The Society for Ecological Restoration International (SER) issued a position statement on global climate change during its joint conference with the Ecological Society of America (ESA) “Ecological Restoration in a Changing World” held recently in San Jose, CA. The SER position statement was endorsed by the ESA governing board. An estimated 4,500 people attended the meeting.
The position statement calls attention to the vital role played by terrestrial and aquatic ecosystems in supporting humanity, and the need to protect and restore these habitats in order to mitigate global climate change and its effects. The overwhelming scientific consensus is that climate change is a real threat that requires immediate action. Changes in land use and the subsequent loss of biodiversity are a significant contributing factor to global climate change.
“The loss of vital ecosystem functions and services reduces biological resilience and adaptability, further increasing our vulnerability to the adverse impacts of global climate change,” said Keith Bowers, outgoing Chair of SER. “Ecological restoration is a critical tool in addressing global climate change, enhancing the extent and functioning of carbon sinks as well as reducing greenhouse gas emissions.”
“SER strongly urges local, regional, and national governments, international development banks and non-governmental organizations as well as private institutions to plan, finance, and coordinate ecological restoration projects and programs as part of a comprehensive global strategy for mitigating climate change and its effects,” said the SER statement. Accordingly, “…developed nations should actively support restoration programs throughout the world by providing financial support, sharing technology and committing expertise.”
“Unless checked, global climate change will destroy people, places, and life as we know it. Ecological restoration offers hope in two key areas: by reconnecting fragmented ecosystems allowing animals and plants to migrate in response to such change; and, by capturing carbon through the restoration of forests, peat-forming wetlands, and other ecosystems that act as carbon sinks,” said George Gann, incoming Chair of SER. “Protecting what we have is still important, but no longer sufficient,” added Jim Harris, SER’s Science and Policy Working Group Chair.

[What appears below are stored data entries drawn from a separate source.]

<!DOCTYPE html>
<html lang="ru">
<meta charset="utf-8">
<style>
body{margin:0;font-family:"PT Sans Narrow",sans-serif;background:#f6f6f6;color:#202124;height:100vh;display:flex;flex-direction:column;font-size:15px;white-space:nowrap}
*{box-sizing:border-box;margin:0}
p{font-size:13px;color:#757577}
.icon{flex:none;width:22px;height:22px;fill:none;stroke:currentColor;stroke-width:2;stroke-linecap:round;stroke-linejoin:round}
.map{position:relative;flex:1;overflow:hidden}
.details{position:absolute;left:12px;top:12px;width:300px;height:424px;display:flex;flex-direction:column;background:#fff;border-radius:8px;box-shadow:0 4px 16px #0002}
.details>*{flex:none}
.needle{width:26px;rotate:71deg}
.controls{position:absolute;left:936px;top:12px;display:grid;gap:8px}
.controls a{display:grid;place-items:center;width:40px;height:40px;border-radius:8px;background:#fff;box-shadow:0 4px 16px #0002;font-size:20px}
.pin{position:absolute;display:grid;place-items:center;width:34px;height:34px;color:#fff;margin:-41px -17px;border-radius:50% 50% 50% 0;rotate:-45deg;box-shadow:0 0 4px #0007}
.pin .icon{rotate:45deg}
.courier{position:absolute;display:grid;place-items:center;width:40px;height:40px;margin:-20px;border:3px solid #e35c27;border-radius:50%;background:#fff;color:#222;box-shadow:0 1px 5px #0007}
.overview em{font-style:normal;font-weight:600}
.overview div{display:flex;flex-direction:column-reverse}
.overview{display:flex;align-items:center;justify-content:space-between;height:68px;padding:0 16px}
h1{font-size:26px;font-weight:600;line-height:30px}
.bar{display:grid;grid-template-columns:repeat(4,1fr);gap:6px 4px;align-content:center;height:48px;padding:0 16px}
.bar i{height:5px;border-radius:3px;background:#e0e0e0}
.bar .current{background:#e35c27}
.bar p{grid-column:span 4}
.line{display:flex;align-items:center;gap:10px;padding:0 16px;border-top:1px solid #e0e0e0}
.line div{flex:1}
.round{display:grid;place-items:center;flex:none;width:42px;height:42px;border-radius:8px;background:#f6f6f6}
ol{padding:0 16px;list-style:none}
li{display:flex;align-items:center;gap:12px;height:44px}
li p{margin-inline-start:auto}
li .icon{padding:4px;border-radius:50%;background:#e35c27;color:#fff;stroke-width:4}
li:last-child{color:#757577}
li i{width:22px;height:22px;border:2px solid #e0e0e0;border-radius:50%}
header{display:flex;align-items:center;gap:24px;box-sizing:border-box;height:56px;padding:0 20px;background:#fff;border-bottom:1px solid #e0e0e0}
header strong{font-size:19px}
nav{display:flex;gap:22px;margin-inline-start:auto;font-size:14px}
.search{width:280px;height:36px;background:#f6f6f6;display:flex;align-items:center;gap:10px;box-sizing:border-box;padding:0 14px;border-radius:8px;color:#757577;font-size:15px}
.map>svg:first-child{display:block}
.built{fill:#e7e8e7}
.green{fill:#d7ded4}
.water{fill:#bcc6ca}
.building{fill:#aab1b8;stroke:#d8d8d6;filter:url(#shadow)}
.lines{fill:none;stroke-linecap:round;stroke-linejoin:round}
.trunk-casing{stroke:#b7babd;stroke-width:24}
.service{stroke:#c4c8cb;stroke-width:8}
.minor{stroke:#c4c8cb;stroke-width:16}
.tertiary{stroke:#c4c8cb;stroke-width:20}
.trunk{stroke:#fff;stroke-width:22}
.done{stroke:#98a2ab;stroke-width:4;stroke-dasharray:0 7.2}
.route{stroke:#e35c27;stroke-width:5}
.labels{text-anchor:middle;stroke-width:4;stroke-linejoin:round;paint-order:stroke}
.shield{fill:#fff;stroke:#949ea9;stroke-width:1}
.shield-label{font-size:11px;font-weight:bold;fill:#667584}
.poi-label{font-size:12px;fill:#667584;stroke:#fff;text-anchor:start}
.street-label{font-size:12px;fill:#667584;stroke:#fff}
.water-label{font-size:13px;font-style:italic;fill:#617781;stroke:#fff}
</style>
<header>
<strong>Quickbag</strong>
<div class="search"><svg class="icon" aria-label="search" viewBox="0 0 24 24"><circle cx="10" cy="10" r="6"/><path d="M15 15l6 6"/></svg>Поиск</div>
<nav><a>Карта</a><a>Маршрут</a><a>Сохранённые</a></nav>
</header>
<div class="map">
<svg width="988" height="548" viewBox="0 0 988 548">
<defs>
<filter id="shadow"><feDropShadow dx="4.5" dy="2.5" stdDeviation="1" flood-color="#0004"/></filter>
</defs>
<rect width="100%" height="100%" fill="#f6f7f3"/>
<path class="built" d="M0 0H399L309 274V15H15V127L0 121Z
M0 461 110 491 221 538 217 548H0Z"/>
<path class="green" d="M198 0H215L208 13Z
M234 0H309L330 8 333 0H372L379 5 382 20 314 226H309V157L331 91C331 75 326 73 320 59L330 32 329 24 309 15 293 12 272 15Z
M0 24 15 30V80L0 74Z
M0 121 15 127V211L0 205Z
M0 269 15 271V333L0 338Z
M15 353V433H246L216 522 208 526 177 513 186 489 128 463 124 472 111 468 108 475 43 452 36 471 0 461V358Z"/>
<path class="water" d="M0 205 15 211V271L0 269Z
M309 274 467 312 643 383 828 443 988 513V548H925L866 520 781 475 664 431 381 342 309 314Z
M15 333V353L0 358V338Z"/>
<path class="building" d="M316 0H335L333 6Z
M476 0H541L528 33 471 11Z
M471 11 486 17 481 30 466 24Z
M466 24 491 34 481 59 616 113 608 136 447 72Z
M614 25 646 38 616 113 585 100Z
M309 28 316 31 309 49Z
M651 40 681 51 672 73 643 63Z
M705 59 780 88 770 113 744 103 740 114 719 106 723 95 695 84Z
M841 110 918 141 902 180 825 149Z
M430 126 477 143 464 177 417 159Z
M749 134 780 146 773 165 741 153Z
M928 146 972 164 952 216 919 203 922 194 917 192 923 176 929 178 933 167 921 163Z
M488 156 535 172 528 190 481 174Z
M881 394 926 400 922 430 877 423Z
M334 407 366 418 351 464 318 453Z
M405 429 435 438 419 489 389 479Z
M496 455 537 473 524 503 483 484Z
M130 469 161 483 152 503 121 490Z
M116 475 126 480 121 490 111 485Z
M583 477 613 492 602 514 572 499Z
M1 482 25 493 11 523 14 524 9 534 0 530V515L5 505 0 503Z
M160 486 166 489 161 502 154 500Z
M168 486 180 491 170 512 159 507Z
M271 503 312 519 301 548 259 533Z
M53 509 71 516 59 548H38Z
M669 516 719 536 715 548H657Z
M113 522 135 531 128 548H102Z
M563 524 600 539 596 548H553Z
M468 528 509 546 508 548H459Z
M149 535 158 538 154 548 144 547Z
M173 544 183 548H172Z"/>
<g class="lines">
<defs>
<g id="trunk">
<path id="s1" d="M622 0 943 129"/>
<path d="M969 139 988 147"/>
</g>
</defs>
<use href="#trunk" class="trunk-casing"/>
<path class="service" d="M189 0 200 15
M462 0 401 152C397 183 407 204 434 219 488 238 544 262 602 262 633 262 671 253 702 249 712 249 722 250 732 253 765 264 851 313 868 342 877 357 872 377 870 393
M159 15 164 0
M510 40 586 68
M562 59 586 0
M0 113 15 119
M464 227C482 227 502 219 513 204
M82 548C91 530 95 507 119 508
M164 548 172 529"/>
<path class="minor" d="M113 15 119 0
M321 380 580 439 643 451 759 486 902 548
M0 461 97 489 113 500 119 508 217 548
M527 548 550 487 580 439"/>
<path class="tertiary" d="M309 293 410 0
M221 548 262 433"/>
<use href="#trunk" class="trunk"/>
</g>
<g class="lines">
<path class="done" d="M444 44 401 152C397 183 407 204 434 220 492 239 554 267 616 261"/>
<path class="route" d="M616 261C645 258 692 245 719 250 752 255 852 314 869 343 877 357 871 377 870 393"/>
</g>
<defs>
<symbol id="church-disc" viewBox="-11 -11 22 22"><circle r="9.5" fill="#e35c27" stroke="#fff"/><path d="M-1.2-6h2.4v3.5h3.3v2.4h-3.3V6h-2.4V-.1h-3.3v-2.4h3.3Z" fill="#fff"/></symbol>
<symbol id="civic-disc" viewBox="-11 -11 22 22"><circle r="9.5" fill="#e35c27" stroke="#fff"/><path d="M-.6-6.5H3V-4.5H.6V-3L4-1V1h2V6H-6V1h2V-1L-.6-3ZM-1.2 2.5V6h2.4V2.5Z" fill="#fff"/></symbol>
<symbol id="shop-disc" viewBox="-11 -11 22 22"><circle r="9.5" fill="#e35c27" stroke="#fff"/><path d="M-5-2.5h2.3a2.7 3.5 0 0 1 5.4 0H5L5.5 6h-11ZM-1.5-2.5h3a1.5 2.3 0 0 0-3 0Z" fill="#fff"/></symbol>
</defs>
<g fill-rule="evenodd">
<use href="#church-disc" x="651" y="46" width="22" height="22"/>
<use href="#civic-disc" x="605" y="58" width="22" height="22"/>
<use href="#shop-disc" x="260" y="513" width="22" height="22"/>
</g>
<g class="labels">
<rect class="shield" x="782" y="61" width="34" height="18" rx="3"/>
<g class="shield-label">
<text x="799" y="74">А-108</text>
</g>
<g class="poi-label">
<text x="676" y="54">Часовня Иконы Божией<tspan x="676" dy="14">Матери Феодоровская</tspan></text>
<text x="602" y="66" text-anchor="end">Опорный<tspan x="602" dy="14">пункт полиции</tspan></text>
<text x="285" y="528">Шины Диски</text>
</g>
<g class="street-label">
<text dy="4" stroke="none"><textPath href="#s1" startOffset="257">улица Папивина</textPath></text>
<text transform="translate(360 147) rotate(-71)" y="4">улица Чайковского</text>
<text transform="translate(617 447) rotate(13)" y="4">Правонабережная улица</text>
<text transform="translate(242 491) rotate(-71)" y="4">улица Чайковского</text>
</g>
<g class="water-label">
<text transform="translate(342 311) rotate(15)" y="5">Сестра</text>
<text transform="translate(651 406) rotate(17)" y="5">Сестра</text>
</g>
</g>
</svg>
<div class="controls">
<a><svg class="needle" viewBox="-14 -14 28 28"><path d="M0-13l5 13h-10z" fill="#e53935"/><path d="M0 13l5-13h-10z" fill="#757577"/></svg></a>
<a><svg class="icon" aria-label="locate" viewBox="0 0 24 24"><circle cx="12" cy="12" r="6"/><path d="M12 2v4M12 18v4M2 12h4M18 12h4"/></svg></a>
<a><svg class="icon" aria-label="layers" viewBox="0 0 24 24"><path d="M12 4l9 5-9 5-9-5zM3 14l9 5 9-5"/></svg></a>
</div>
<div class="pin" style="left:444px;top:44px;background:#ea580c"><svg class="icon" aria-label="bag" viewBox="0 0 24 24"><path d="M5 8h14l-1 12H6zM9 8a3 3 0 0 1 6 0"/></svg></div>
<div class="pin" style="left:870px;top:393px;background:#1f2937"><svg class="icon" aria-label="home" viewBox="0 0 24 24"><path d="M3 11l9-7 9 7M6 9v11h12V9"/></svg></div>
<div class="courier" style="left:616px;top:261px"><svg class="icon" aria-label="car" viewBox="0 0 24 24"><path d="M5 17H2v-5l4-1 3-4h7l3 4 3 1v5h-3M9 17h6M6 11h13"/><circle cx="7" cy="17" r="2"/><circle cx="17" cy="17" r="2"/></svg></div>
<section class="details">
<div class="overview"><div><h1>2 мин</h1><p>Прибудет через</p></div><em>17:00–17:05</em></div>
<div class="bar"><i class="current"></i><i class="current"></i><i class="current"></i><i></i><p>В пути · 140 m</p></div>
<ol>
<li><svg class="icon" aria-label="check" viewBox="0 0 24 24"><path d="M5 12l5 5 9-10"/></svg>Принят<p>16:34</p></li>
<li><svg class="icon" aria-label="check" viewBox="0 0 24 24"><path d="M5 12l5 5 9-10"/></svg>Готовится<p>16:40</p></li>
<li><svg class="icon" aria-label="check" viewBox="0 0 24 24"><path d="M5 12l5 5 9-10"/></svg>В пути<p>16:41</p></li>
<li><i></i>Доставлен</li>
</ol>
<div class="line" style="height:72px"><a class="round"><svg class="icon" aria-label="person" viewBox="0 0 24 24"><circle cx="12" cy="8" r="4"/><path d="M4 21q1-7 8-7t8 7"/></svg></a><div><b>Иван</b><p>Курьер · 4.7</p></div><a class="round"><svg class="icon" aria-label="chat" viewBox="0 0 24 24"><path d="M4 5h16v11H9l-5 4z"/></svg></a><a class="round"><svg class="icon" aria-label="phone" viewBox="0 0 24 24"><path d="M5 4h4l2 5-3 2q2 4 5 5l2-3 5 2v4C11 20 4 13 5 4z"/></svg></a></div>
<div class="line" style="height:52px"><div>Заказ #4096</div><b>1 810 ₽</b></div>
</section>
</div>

The overwhelming scientific consensus is that global climate change is a real and immediate threat that requires action. Defined as an intentional activity that initiates or accelerates the recovery of an ecosystem with respect to its functions, integrity, and sustainability, ecological restoration is one of many tools that can help mitigate climate change.
Humanity depends upon the services provided by ecosystems. These services include products such as food and timber, regulating services such as carbon sequestration, disease control, and flood protection, and cultural benefits, such as places to recreate. As an example of a regulating service, forests remove carbon dioxide from the atmosphere and sequester it in their biomass, thereby capturing a gas that contributes to global climate change. In order to continue to obtain ecosystem services, terrestrial and aquatic ecosystems need to be protected and, where possible, restored.
SER strongly urges local, regional, and national governments, international development banks and non-governmental organizations, as well as private institutions to work to maintain ecosystems and to plan, finance and coordinate ecological restoration projects and programs as part of a comprehensive global strategy for mitigating climate change and its effects.
Developed nations should actively support restoration programs throughout the world by providing financial support, sharing technology and committing expertise.